SMTP server implementations MAY include identification of their
software and version information in the connection greeting reply
after the 220 code.
Client (for example another server that wants to deliver email to the incoming server) never sends SMTP banner to receiving server. What is sends to server is EHLO/HELO host name and this is the very thing that is checked by servers against PTR mismatch with regard to spam, etc.
From RFC 5321:
3.2 Client Initiation
Once the server has sent the welcoming message and the client has
received it, the client normally sends the EHLO command to the
server, indicating the client's identity.
Based on EHLO/HELO the server may check PTR (if SMTP sending party's ip resolves back to its host name) and/or spf and finally decides if it really wants to receive or relay the email message originating from the SMTP client.
Based on this, what you should do in general is to care about EHLO commands that your SMTP server sends to other servers when it wants to send email messages to them (and acts as an SMTP client during these connections).
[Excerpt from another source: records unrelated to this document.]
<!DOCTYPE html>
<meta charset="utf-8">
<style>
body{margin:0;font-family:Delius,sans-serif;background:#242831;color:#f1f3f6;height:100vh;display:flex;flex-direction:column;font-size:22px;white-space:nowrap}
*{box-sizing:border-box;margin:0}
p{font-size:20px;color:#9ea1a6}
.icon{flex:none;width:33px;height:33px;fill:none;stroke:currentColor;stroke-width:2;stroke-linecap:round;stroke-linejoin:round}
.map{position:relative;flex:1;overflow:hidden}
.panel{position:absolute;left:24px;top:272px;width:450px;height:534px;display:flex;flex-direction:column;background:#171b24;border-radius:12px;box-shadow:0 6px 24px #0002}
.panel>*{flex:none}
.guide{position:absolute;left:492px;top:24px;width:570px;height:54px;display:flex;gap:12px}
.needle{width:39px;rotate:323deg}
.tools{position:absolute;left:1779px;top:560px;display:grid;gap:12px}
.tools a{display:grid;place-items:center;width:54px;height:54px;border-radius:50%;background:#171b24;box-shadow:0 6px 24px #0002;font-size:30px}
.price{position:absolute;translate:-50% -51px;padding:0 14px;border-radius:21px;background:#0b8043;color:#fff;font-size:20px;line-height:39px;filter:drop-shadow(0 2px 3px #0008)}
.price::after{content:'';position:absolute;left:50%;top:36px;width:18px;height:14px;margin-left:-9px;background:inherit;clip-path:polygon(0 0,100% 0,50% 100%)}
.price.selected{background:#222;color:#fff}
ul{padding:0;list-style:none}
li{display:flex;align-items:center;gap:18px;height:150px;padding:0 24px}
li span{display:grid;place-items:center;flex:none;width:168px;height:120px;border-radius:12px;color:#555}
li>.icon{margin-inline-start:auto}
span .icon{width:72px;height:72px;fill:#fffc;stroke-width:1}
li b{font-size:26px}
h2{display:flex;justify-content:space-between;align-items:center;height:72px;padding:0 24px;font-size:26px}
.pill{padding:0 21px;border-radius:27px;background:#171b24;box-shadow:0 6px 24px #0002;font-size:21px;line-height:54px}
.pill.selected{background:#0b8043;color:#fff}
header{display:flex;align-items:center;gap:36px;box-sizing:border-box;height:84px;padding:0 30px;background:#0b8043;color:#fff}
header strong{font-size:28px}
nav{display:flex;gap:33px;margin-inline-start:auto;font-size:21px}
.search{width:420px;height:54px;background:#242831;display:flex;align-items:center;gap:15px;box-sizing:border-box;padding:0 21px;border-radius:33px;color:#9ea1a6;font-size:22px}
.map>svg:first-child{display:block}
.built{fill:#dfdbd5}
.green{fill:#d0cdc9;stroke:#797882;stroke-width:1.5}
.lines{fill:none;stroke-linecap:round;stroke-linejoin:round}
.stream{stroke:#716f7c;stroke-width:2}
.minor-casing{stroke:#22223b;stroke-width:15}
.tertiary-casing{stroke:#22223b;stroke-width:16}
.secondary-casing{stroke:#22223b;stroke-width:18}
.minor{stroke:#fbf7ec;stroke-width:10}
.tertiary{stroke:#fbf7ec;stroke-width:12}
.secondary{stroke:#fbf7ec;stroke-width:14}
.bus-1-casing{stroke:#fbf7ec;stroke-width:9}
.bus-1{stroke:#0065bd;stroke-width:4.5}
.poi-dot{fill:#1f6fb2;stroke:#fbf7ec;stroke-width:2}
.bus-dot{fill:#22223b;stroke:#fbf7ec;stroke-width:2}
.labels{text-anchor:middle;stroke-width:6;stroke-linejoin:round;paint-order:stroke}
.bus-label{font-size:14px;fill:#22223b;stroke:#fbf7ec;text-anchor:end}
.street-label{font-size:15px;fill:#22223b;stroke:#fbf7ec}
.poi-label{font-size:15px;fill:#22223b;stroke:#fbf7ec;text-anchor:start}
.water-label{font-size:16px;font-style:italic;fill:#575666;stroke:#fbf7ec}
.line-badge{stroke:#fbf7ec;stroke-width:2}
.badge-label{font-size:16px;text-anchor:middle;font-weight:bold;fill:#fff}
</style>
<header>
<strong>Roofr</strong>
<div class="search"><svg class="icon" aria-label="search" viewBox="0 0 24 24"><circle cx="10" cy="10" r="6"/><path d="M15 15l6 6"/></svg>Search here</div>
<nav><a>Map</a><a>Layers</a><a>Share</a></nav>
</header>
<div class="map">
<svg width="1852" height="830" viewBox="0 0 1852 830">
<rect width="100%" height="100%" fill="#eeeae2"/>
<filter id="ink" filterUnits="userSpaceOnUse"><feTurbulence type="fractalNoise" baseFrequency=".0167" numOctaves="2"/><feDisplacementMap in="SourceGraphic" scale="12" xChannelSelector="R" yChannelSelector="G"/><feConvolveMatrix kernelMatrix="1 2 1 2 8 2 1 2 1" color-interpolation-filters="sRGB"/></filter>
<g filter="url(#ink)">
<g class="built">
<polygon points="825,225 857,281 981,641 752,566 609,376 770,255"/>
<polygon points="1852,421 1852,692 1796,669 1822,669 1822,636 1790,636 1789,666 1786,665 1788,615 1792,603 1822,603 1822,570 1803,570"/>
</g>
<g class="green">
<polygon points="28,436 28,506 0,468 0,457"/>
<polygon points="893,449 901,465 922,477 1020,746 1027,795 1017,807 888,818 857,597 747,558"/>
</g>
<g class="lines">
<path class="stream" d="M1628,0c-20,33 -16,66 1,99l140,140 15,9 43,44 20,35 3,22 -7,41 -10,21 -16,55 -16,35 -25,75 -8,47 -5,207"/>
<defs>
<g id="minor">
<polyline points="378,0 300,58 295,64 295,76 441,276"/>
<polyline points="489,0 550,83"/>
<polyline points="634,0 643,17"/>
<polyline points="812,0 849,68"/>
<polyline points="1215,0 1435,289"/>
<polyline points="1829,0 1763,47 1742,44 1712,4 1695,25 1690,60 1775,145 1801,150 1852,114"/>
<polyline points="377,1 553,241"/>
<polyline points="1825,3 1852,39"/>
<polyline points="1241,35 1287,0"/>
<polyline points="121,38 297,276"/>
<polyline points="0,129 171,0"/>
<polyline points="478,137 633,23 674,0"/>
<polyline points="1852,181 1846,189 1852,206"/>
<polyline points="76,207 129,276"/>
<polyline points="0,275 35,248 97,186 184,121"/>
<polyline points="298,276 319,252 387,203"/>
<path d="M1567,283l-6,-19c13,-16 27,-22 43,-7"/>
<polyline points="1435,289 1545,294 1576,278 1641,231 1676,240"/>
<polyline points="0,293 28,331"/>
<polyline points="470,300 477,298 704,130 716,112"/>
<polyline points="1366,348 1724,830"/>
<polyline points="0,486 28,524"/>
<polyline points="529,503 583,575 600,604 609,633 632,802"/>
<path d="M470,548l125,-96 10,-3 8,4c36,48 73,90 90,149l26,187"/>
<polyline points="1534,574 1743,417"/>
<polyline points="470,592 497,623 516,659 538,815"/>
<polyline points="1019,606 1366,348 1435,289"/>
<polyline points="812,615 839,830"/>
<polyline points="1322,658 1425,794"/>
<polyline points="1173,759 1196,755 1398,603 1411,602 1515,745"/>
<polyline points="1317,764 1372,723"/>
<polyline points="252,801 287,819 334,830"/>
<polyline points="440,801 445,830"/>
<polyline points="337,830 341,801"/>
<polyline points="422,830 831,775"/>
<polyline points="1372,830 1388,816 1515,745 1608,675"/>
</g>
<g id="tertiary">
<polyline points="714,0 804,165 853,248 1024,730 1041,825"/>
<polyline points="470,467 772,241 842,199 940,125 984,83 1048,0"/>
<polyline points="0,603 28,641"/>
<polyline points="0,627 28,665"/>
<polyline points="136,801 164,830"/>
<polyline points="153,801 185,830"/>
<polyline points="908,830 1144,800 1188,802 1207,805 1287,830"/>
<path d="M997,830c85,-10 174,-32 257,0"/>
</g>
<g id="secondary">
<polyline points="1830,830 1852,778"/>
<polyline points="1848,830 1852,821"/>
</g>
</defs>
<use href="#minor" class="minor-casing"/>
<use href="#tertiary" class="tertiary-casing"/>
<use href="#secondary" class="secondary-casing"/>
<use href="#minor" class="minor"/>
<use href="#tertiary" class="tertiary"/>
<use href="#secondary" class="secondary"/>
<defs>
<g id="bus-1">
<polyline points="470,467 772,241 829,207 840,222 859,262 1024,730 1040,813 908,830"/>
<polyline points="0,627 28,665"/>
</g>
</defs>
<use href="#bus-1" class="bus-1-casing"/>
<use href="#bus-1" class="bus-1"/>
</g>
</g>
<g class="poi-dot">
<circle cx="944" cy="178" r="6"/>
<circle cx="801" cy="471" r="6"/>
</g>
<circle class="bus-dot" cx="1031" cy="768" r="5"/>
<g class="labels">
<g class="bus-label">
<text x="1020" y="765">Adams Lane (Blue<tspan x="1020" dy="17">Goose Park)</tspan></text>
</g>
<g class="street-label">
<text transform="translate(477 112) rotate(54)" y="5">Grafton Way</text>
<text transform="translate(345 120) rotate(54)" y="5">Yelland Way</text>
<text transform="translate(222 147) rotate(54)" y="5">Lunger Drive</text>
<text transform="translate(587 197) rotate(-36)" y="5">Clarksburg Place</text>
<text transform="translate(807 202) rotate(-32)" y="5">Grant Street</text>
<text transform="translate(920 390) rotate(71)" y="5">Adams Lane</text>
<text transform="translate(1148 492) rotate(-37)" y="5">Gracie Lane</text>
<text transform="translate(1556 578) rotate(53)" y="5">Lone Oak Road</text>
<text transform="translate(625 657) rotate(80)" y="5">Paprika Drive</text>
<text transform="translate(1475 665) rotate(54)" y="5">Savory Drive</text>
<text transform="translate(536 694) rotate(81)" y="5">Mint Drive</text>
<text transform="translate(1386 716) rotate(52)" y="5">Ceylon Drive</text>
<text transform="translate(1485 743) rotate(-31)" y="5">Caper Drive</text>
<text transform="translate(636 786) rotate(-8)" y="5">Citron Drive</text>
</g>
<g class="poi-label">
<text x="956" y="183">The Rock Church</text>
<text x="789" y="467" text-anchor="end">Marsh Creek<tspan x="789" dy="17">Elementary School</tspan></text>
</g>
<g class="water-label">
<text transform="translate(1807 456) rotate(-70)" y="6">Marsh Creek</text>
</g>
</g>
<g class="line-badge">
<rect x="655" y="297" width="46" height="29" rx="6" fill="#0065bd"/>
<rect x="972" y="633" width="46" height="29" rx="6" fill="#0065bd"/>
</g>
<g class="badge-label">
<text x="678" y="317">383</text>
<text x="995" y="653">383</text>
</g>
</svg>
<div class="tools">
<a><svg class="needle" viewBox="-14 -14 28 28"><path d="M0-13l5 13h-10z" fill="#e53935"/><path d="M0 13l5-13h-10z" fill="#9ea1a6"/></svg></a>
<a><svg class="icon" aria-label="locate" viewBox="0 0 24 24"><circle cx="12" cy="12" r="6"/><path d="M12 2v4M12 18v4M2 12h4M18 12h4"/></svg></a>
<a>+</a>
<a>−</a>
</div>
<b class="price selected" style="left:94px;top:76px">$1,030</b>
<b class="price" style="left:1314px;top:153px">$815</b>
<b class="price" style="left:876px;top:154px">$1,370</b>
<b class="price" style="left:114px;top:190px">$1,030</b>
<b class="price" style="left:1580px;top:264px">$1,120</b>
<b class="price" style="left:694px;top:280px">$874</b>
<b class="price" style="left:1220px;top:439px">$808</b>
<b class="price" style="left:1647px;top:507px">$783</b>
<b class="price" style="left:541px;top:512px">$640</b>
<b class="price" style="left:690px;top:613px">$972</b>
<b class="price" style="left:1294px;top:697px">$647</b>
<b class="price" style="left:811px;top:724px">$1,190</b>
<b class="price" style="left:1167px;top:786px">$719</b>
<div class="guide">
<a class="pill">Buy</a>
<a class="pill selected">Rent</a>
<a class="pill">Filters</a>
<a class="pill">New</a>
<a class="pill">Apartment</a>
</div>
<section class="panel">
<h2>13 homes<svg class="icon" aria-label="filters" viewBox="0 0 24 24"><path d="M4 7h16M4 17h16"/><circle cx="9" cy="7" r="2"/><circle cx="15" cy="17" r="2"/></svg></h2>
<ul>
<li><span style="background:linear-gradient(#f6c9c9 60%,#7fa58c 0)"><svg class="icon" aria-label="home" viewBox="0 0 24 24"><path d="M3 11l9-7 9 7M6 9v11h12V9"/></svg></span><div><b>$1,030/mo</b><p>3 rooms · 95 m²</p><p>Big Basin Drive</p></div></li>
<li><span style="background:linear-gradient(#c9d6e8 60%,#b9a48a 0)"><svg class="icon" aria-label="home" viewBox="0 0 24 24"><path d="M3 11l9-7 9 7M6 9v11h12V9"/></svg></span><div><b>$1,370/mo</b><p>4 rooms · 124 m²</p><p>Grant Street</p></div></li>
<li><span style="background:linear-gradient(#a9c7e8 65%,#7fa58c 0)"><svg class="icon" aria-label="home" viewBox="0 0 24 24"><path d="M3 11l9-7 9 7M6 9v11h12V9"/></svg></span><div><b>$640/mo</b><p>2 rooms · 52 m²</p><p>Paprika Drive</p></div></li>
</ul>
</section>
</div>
You should ensure that your SMTP server uses proper source ip address and sends proper EHLO host name that resolves back to that ip used for connection. And you may basically ignore SMTP banner simply because it is about receiving email, not sending.
I guess that mxtoolbox also mixes up SMTP Reverse DNS Mismatch and SMTP Banner Mismatch and checks the latter for no reason, and its wording about SMTP banner with that regard is partially incorrect. SMTP rDNS Mismatch does matter, SMTP Banner Mismatch does not. Again, SMTP banner is sent by the recieving server (that is why it is defined in Postfix in 'smtpd_banner' parameter, not in 'smtp_banner') and not by the sending/relaying client. Thus it has nothing to do with spam, etc.
In this sense the SMTP banner serves the same purpose that certificates do to identify the receiving server, though without the third party chain of trust.